We like the almond-hazelnut combination. The hazelnuts add a little depth to the delicate almond flavor, making a sophisticated, flavorful tart. The simple Fruit Glaze complements its rich texture.

INGREDIENTS:

  • 1 partially baked, 9-inch Tart Dough (recipe on page 237)
  • 1/2 cup finely ground roasted almonds
  • 1/2 cup finely ground roasted hazelnuts
  • 1/2 cup butter
  • 1/3 cup honey
  • 2 eggs
  • 1/4 teaspoon almond extract
  • 1 teaspoon grated lemon rind
  • 3/4 tablespoon flour
  • apricot or orange glaze (see instructions in Fruit Glaze, below)
  • sliced almonds or hazelnuts for garnish

 

INSTRUCTIONS:

  1. Spread almonds and hazelnuts on a cookie sheet, and roast in a 350° oven for 5 minutes or until just slightly browned.

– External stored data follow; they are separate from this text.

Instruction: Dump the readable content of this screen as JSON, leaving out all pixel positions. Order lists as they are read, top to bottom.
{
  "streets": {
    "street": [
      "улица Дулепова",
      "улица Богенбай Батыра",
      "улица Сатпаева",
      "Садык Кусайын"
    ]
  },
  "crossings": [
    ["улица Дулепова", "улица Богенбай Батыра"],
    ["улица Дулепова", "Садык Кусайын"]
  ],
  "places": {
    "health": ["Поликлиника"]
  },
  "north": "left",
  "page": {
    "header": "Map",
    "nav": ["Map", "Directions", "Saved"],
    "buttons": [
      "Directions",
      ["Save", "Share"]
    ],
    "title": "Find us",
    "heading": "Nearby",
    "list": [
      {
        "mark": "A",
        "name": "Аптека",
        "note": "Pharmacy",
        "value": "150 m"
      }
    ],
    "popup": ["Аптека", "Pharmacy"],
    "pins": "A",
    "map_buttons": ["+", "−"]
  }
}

Let cool before grinding.
  2. Increase oven temperature to 400°.
  3. In a mixing bowl, beat butter. Add honey, and beat until creamy. Add eggs, and mix. Add almond extract, lemon rind, ground nuts, and flour. Mix until blended.
  4. Pour into a partially baked tart shell.
  5. Bake for 25 minutes. Test with cake tester. The tart is done when the tester comes out dry.
  6. Remove tart from oven, and glaze the tart while it is still warm. Sprinkle with sliced almonds or hazelnuts.

 

FRUIT GLAZE

Apricot, orange, and currant glazes are the most common glazes used and are the easiest to prepare. We like to use the currant glaze for tarts made with darker fruits such as cherries or berries. The apricot and orange are lighter glazes that can top nut tarts or those made with apricots, peaches, or bananas.

INGREDIENTS:

  • 1/2 cup apricot jam
  • 1 tablespoon rum or water

 

INSTRUCTIONS

  • Use jam or jelly to make a glaze. A 12-ounce jar makes more than you need for a 9-inch tart, but the glaze keeps for months in the refrigerator.
  • Empty the jar of jam or jelly into a small saucepan. Bring to a boil over medium heat.
  • Apricot jam and orange marmalade are best pressed through a fine sieve to strain out pieces of fruit. We find this easier to do after the jam has been heated.
  • Add 2 tablespoons brandy or liqueur and 2 tablespoons apple juice or water to the sieved jam. Return to the heat and bring to a boil, stirring constantly.
  • Currant jelly need not be sieved, so simply heat it to boiling and add brandy or a favorite fruit liqueur, and some water or juice to thin.
  • Spoon or brush glaze over the tart filling while both the glaze and tart are hot.